LPR often goes undiagnosed or is mistaken for other conditions such as allergies, sinusitis, or even asthma. Fortunately, there are effective natural approaches to managing LPR that focus on dietary changes, lifestyle adjustments, and natural remedies. In this blog, we will delve into these natural strategies for managing LPR, offering you practical tips and insights to help you take control of your health. Whether you’re looking to complement your current treatment or seeking an alternative to medication, these natural approaches could make a significant difference in your journey to relief and recovery.

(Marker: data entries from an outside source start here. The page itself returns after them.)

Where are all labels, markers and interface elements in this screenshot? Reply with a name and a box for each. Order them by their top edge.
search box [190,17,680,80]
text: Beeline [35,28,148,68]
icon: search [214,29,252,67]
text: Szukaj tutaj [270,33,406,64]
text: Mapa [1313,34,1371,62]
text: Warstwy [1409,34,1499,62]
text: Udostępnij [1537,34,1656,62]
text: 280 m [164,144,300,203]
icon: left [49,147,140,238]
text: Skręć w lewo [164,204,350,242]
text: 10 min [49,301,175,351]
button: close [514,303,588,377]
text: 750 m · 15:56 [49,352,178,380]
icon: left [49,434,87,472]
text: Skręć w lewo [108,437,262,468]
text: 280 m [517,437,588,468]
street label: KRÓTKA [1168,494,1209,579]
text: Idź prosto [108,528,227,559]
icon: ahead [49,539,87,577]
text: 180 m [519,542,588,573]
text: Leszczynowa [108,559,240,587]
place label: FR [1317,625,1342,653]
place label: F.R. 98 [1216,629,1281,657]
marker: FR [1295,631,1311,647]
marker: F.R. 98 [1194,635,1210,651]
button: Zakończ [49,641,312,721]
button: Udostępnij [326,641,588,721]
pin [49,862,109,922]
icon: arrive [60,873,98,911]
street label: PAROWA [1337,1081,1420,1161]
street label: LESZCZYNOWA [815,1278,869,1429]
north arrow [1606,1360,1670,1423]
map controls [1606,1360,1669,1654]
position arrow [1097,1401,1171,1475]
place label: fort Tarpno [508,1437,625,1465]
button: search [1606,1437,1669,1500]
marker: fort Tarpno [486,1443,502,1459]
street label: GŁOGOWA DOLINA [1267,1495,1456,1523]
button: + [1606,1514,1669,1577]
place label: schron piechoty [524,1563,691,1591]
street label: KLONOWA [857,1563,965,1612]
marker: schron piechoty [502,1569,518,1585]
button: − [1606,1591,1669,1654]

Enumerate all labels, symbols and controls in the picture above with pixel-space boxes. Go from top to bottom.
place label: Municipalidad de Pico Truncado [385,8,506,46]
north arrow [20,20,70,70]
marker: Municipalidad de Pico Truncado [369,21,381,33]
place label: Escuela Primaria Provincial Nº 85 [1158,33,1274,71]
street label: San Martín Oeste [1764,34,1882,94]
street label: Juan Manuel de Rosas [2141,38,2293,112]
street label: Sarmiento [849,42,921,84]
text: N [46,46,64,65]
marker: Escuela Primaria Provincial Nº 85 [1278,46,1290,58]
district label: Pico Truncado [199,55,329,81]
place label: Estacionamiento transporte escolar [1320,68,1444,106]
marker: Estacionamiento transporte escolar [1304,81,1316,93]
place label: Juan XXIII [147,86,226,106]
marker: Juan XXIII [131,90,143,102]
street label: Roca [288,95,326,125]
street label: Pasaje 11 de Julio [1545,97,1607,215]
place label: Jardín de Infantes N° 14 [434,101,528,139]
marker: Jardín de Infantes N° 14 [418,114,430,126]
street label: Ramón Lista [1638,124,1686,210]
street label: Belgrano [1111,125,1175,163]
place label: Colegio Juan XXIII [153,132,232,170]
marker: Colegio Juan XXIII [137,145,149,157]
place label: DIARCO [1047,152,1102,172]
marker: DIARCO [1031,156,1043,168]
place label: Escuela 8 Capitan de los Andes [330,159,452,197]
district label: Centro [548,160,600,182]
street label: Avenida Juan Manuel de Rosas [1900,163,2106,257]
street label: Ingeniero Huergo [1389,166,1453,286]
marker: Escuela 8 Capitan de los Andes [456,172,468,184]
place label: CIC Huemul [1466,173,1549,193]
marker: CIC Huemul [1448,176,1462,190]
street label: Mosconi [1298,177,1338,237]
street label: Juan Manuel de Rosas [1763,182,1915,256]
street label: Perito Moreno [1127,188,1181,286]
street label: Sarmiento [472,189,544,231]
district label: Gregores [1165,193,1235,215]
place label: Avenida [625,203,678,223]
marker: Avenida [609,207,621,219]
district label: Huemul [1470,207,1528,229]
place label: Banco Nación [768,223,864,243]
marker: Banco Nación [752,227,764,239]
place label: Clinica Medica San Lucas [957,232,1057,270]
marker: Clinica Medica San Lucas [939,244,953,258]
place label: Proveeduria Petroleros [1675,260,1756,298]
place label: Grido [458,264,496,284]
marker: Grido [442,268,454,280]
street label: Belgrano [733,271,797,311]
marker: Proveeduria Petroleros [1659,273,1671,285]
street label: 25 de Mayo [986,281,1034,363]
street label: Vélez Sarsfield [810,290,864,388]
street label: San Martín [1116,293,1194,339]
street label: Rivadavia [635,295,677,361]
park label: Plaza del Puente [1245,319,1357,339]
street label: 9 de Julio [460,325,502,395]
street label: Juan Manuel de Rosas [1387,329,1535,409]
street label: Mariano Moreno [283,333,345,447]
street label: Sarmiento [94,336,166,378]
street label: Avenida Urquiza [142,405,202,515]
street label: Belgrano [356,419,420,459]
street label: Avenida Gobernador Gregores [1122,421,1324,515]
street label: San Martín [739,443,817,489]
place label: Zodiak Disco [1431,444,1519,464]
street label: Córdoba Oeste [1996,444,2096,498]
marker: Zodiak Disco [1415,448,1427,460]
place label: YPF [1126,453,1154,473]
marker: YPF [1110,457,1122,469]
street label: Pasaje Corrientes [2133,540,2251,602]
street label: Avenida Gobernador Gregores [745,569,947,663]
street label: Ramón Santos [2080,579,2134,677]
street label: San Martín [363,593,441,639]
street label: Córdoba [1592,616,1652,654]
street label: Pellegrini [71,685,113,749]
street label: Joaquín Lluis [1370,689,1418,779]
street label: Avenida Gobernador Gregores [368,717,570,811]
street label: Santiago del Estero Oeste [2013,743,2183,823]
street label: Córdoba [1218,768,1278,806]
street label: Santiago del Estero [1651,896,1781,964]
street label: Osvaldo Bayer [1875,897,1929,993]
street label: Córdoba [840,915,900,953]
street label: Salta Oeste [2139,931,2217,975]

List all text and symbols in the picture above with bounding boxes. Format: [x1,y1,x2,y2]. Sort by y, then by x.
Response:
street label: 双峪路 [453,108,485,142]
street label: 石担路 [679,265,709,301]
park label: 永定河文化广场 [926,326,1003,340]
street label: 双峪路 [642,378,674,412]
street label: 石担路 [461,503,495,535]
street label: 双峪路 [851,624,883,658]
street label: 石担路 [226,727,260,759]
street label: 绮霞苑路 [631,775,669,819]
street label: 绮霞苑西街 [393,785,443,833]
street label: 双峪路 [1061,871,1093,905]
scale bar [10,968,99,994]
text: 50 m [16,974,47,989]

What is Laryngopharyngeal reflux or LPR?

Laryngopharyngeal Reflux (LPR) is a condition where the contents of the stomach, including acid and pepsin, flow back into the throat (larynx) and voice box (pharynx). Unlike gastroesophageal reflux disease (GERD), which mainly causes heartburn, LPR often does not produce typical heartburn symptoms and is sometimes referred to as “silent reflux.” Thus, this makes it harder to diagnose and often leads to it being mistaken for other conditions such as allergies, sinusitis, or asthma.

Differentiation between LPR and Gastroesophageal Reflux Disease (GERD)

Laryngopharyngeal Reflux (LPR) and Gastroesophageal Reflux Disease (GERD) are often mistaken for one another, but they have distinct differences that impact their diagnosis and treatment.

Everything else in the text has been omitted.